## Exercise requirements
Would you find each line in the entries below with the string "JSON" and copy it?
____
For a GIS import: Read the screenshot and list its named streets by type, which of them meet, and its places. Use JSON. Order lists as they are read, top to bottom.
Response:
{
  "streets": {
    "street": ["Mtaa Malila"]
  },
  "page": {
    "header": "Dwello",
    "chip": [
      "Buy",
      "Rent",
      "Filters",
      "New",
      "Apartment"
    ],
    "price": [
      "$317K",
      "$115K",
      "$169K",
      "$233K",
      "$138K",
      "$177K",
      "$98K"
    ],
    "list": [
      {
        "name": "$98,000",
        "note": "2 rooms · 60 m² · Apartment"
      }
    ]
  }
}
____
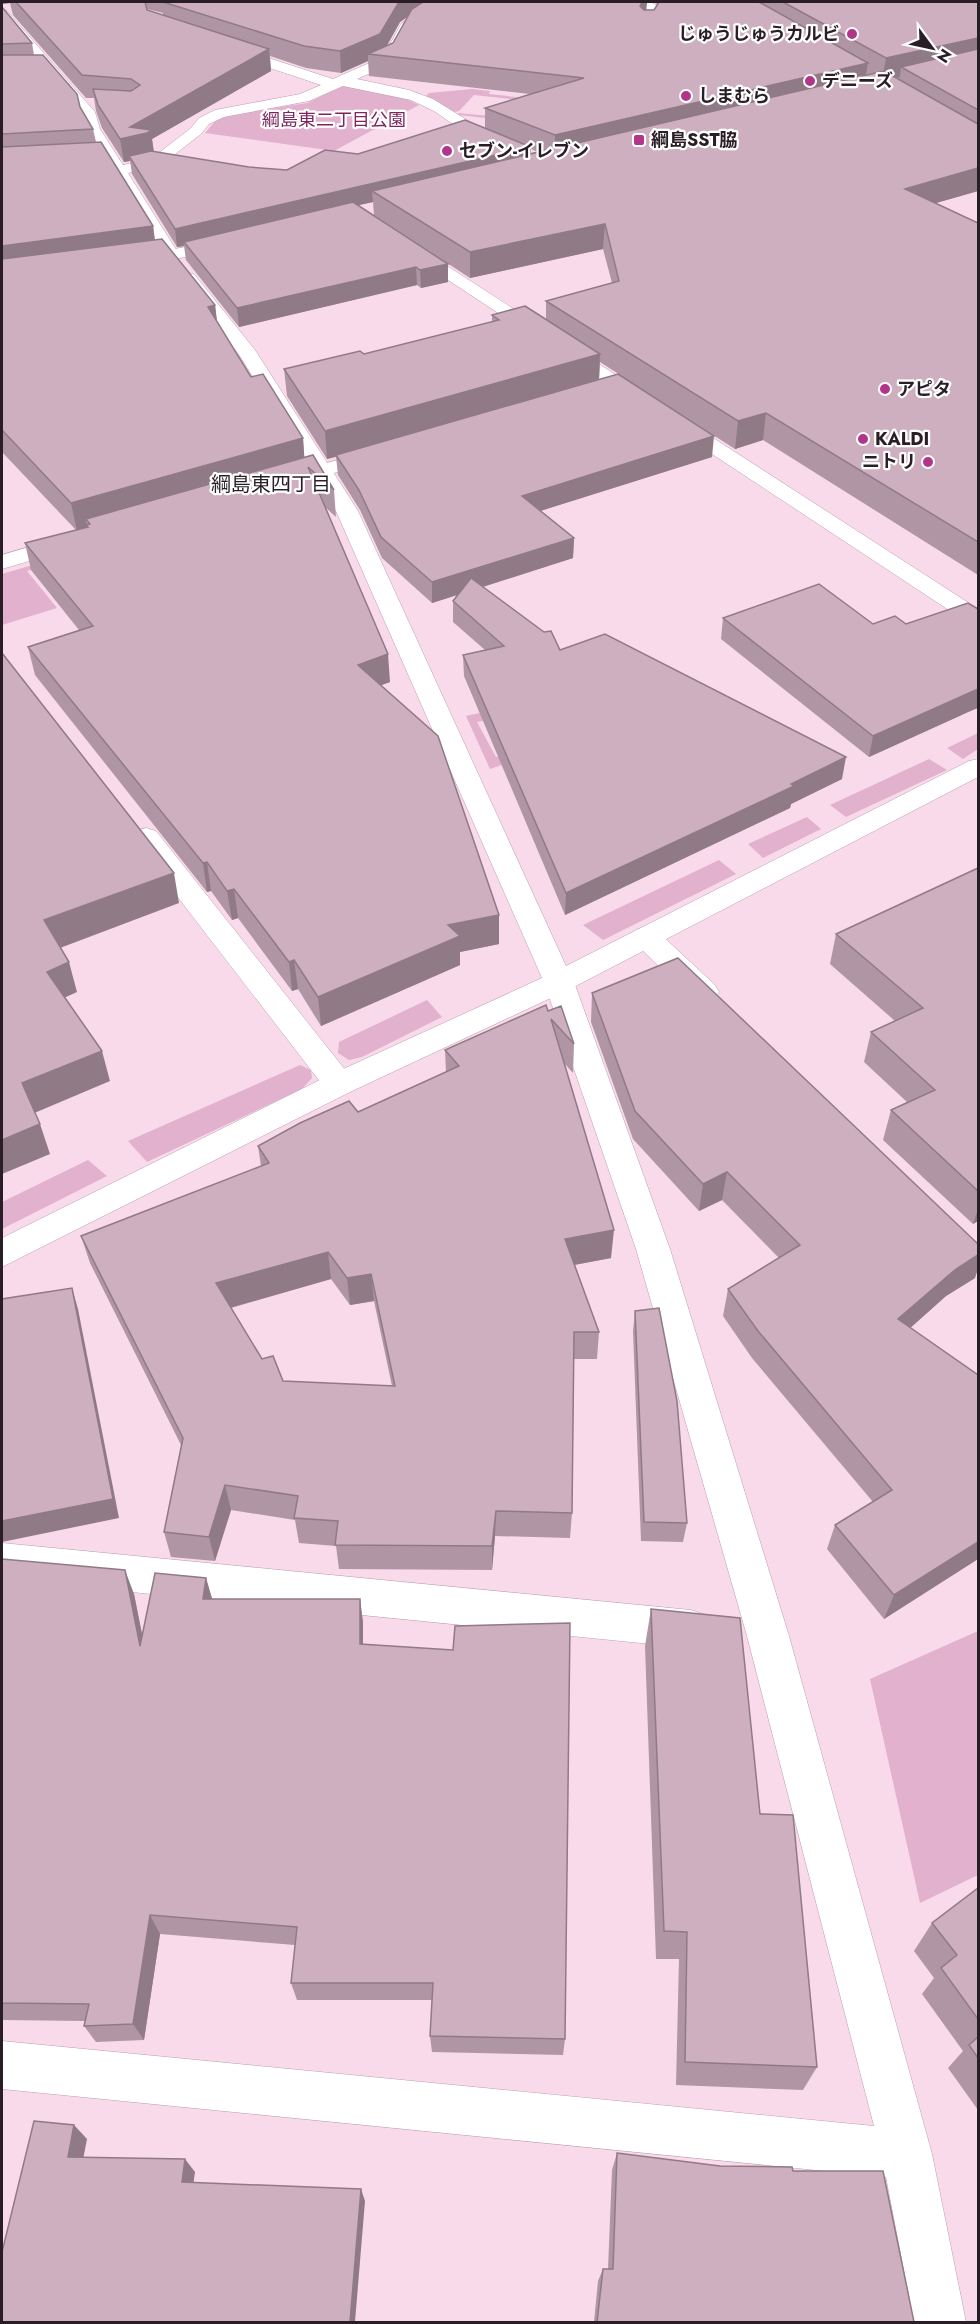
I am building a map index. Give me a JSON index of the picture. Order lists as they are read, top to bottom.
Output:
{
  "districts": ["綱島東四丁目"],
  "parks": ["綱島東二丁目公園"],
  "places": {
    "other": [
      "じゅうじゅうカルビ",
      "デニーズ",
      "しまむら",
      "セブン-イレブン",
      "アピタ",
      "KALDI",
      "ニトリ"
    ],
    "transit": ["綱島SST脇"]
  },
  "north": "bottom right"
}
____
## Result for this exercise
For a GIS import: Read the screenshot and list its named streets by type, which of them meet, and its places. Use JSON. Order lists as they are read, top to bottom.
I am building a map index. Give me a JSON index of the picture. Order lists as they are read, top to bottom.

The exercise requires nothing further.